WHAT IS BEING ASKED >> Every entry below needs to be printed again exactly, with its pictures left out.

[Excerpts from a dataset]
*-*-*

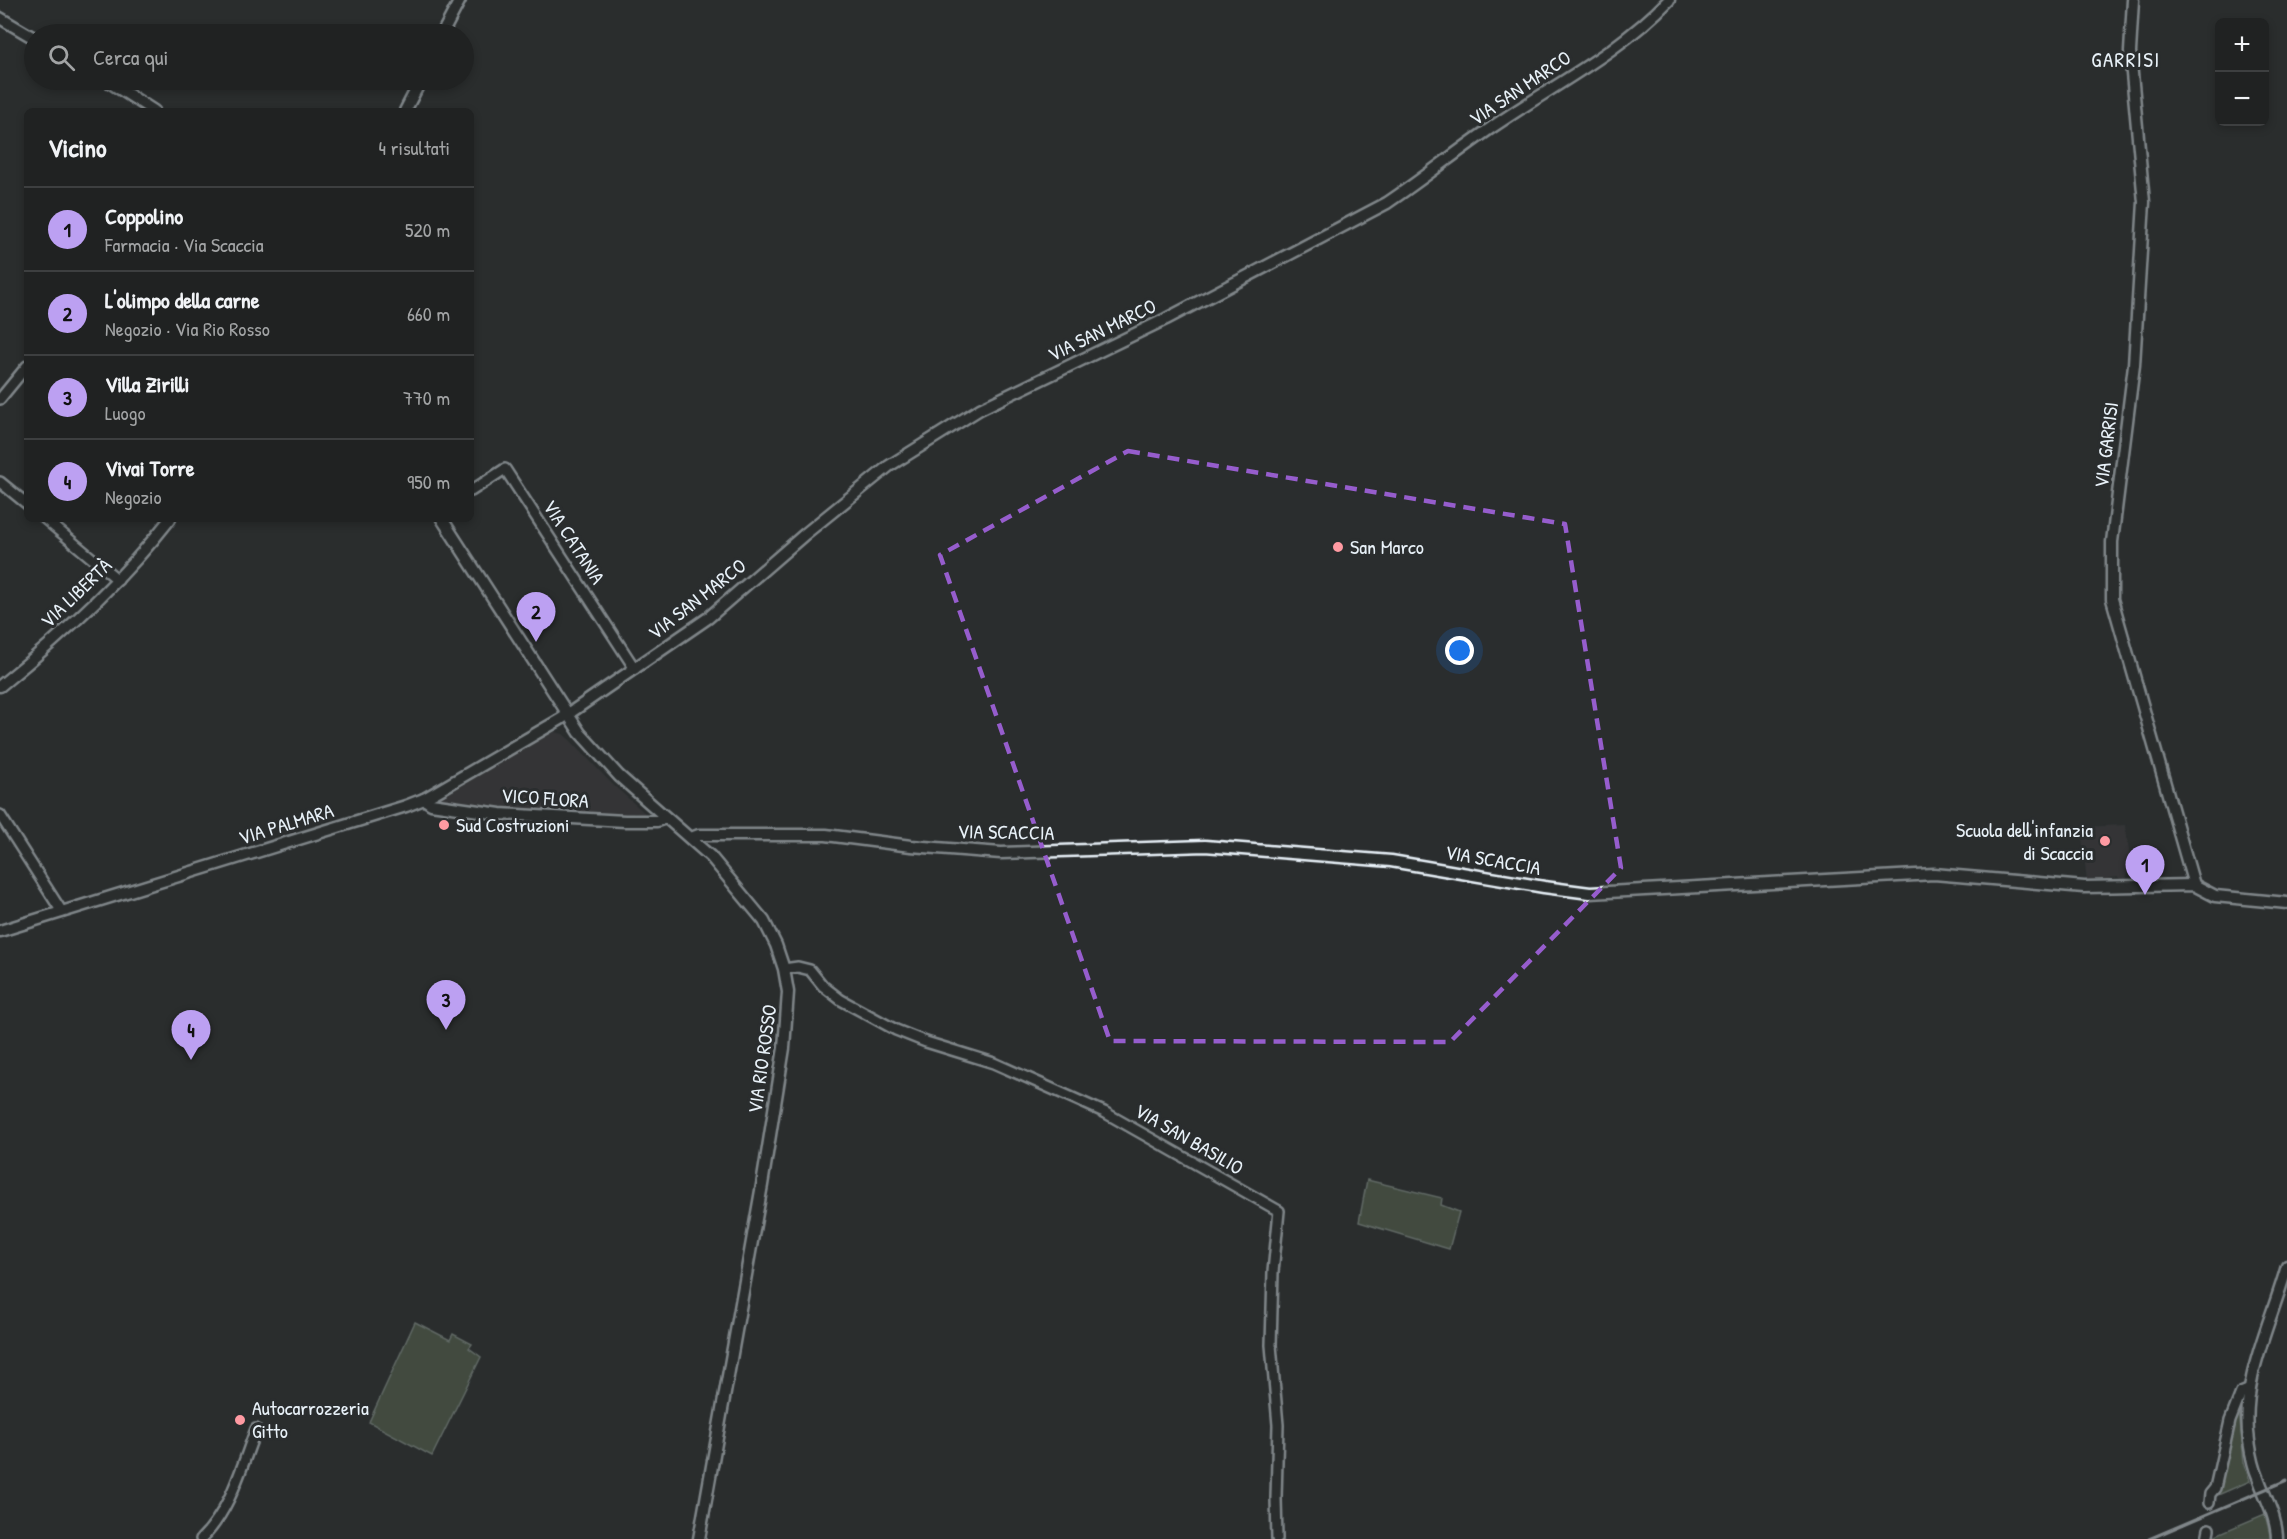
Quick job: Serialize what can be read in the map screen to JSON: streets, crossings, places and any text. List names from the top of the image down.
{
  "streets": {
    "street": [
      "VIA SAN MARCO",
      "VIA GARRISI",
      "VIA CATANIA",
      "VIA LIBERTÀ",
      "VICO FLORA",
      "VIA PALMARA",
      "VIA SCACCIA",
      "VIA RIO ROSSO",
      "VIA SAN BASILIO"
    ]
  },
  "crossings": [
    ["VIA SAN MARCO", "VIA CATANIA"],
    ["VIA SAN MARCO", "VIA PALMARA"],
    ["VIA SAN MARCO", "VIA RIO ROSSO"],
    ["VIA GARRISI", "VIA SCACCIA"],
    ["VICO FLORA", "VIA PALMARA"],
    ["VICO FLORA", "VIA RIO ROSSO"],
    ["VIA PALMARA", "VIA RIO ROSSO"],
    ["VIA SCACCIA", "VIA RIO ROSSO"],
    ["VIA RIO ROSSO", "VIA SAN BASILIO"]
  ],
  "districts": ["GARRISI"],
  "places": [
    "San Marco",
    "Sud Costruzioni",
    "Scuola dell'infanzia di Scaccia",
    "Autocarrozzeria Gitto"
  ],
  "page": {
    "map_buttons": ["+", "−"],
    "search": "Cerca qui",
    "heading": ["Vicino", "4 risultati"],
    "list": [
      {
        "mark": "1",
        "name": "Coppolino",
        "note": "Farmacia · Via Scaccia",
        "value": "520 m"
      },
      {
        "mark": "2",
        "name": "L'olimpo della carne",
        "note": "Negozio · Via Rio Rosso",
        "value": "660 m"
      },
      {
        "mark": "3",
        "name": "Villa Zirilli",
        "note": "Luogo",
        "value": "770 m"
      },
      {
        "mark": "4",
        "name": "Vivai Torre",
        "note": "Negozio",
        "value": "950 m"
      }
    ],
    "pins": [
      "2",
      "1",
      "3",
      "4"
    ]
  }
}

*-*-*

RESULT >>
Quick job: Serialize what can be read in the map screen to JSON: streets, crossings, places and any text. List names from the top of the image down.
{
  "streets": {
    "street": [
      "VIA SAN MARCO",
      "VIA GARRISI",
      "VIA CATANIA",
      "VIA LIBERTÀ",
      "VICO FLORA",
      "VIA PALMARA",
      "VIA SCACCIA",
      "VIA RIO ROSSO",
      "VIA SAN BASILIO"
    ]
  },
  "crossings": [
    ["VIA SAN MARCO", "VIA CATANIA"],
    ["VIA SAN MARCO", "VIA PALMARA"],
    ["VIA SAN MARCO", "VIA RIO ROSSO"],
    ["VIA GARRISI", "VIA SCACCIA"],
    ["VICO FLORA", "VIA PALMARA"],
    ["VICO FLORA", "VIA RIO ROSSO"],
    ["VIA PALMARA", "VIA RIO ROSSO"],
    ["VIA SCACCIA", "VIA RIO ROSSO"],
    ["VIA RIO ROSSO", "VIA SAN BASILIO"]
  ],
  "districts": ["GARRISI"],
  "places": [
    "San Marco",
    "Sud Costruzioni",
    "Scuola dell'infanzia di Scaccia",
    "Autocarrozzeria Gitto"
  ],
  "page": {
    "map_buttons": ["+", "−"],
    "search": "Cerca qui",
    "heading": ["Vicino", "4 risultati"],
    "list": [
      {
        "mark": "1",
        "name": "Coppolino",
        "note": "Farmacia · Via Scaccia",
        "value": "520 m"
      },
      {
        "mark": "2",
        "name": "L'olimpo della carne",
        "note": "Negozio · Via Rio Rosso",
        "value": "660 m"
      },
      {
        "mark": "3",
        "name": "Villa Zirilli",
        "note": "Luogo",
        "value": "770 m"
      },
      {
        "mark": "4",
        "name": "Vivai Torre",
        "note": "Negozio",
        "value": "950 m"
      }
    ],
    "pins": [
      "2",
      "1",
      "3",
      "4"
    ]
  }
}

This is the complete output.